After nickel or nickel alloy plating with a thickness of 0.1 to 1.5 μm is applied to both surfaces of the steel sheet, it is molded into a battery container having a bottomed part, and further to the bottomed part (including the pip part) on the outer surface side of the battery container. Batteries made with nickel or nickel alloy plating with a thickness of 0.1 to 3 μm and filled with negative electrode agent and positive electrode agent etc. are equivalent in short circuit current and discharge characteristics compared to batteries made without plating after forming the battery container And has excellent battery flowability and corrosion resistance.

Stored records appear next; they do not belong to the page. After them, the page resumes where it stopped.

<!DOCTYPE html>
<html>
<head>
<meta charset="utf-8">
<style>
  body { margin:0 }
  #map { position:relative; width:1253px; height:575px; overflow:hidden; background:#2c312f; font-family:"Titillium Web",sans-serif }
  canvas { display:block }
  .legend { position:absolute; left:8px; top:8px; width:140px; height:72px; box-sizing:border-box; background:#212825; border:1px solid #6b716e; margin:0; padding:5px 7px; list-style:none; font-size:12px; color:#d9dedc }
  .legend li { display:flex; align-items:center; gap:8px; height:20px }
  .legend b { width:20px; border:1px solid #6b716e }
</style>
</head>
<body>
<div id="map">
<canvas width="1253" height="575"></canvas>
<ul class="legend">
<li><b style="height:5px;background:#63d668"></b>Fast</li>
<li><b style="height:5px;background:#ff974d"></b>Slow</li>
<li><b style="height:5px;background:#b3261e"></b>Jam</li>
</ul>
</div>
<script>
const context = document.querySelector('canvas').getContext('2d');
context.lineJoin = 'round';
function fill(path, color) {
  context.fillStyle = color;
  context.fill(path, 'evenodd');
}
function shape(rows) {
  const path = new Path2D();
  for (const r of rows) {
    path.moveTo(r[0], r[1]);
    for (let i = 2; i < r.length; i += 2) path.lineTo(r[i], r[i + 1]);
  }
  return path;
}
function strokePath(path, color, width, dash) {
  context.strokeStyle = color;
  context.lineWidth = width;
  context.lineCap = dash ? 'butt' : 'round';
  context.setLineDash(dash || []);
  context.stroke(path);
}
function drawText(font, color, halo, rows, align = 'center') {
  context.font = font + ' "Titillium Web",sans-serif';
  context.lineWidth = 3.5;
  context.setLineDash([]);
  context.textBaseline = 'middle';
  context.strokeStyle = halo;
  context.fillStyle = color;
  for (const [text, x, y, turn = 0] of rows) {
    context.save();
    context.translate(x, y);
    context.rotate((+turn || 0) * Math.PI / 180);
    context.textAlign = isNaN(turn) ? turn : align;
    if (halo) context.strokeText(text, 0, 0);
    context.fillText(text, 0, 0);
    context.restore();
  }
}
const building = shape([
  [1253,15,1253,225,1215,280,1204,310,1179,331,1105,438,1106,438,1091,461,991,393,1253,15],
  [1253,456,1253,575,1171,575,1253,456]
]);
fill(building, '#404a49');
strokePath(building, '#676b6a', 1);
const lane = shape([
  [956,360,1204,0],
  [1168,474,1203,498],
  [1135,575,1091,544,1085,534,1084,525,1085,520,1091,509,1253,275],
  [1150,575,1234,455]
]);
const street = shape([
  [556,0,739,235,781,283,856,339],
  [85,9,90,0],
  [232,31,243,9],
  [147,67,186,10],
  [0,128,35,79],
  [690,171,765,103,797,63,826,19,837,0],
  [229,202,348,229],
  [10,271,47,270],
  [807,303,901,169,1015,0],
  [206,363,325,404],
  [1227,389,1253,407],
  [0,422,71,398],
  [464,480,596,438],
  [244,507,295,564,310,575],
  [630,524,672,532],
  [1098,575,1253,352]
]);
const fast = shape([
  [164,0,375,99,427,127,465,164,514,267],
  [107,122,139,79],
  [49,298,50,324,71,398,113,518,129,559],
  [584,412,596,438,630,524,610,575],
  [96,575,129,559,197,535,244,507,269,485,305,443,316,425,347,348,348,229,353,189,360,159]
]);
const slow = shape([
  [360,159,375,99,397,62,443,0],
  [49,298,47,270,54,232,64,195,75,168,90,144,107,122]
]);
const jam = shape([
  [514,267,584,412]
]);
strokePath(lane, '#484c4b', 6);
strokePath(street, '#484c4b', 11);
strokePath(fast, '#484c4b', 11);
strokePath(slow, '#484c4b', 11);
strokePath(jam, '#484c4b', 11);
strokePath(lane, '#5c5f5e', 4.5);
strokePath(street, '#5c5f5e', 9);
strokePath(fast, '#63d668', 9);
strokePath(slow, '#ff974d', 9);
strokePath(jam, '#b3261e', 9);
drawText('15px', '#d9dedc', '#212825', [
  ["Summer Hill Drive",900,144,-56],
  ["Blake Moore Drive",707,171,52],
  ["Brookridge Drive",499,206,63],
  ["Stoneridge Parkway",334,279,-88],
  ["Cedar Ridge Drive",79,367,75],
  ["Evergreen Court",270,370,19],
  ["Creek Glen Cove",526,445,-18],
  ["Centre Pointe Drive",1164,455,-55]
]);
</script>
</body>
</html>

Thus, a battery in which only a bottomed portion requiring corrosion resistance is plated after the battery container is molded is a cheaper battery.

Claims (8)

After performing nickel or nickel alloy plating on both surfaces of the steel plate, it is molded into a bottomed cylindrical shape, and further , nickel plating with a thickness of 0.1 to 3 μm or only on the outer surface including the bottomed portion of the cylindrical shape The manufacturing method of the battery container characterized by performing nickel alloy plating. After nickel or nickel alloy plating is performed on both sides of the steel plate, the steel plate is subjected to a thermal diffusion treatment to form an iron-nickel diffusion layer between the nickel plating layer and the steel plate, and then formed into a cylindrical shape with a bottom. Furthermore , a nickel container or nickel alloy plating having a thickness of 0.1 to 3 μm is performed only on an outer surface portion including a bottom portion having a cylindrical shape. The method for manufacturing a battery container according to claim 1 or 2, wherein a thickness of nickel or nickel alloy plating performed on both surfaces of the steel plate is 0.1 to 1.5 µm. The said nickel or nickel alloy plating is performed only in the location which forms the battery can of a steel plate, The manufacturing method of the battery container in any one of Claims 1-3 characterized by the above-mentioned. Claim phosphorus alloy plating, nickel-manganese alloy plating, nickel-iron alloy plating, characterized in that it is a nickel-phosphorus alloy plating or nickel-boron alloy plating - said nickel alloy plating, nickel-cobalt alloy plating, nickel - cobalt The manufacturing method of the battery container in any one of 1-4 . The method for manufacturing a battery container according to any one of claims 1 to 5, wherein the outer surface portion including the bottom portion having the cylindrical shape includes a pip portion. The battery container manufactured by the manufacturing method of the battery container in any one of Claims 1-6 . A battery comprising the battery container according to claim 7.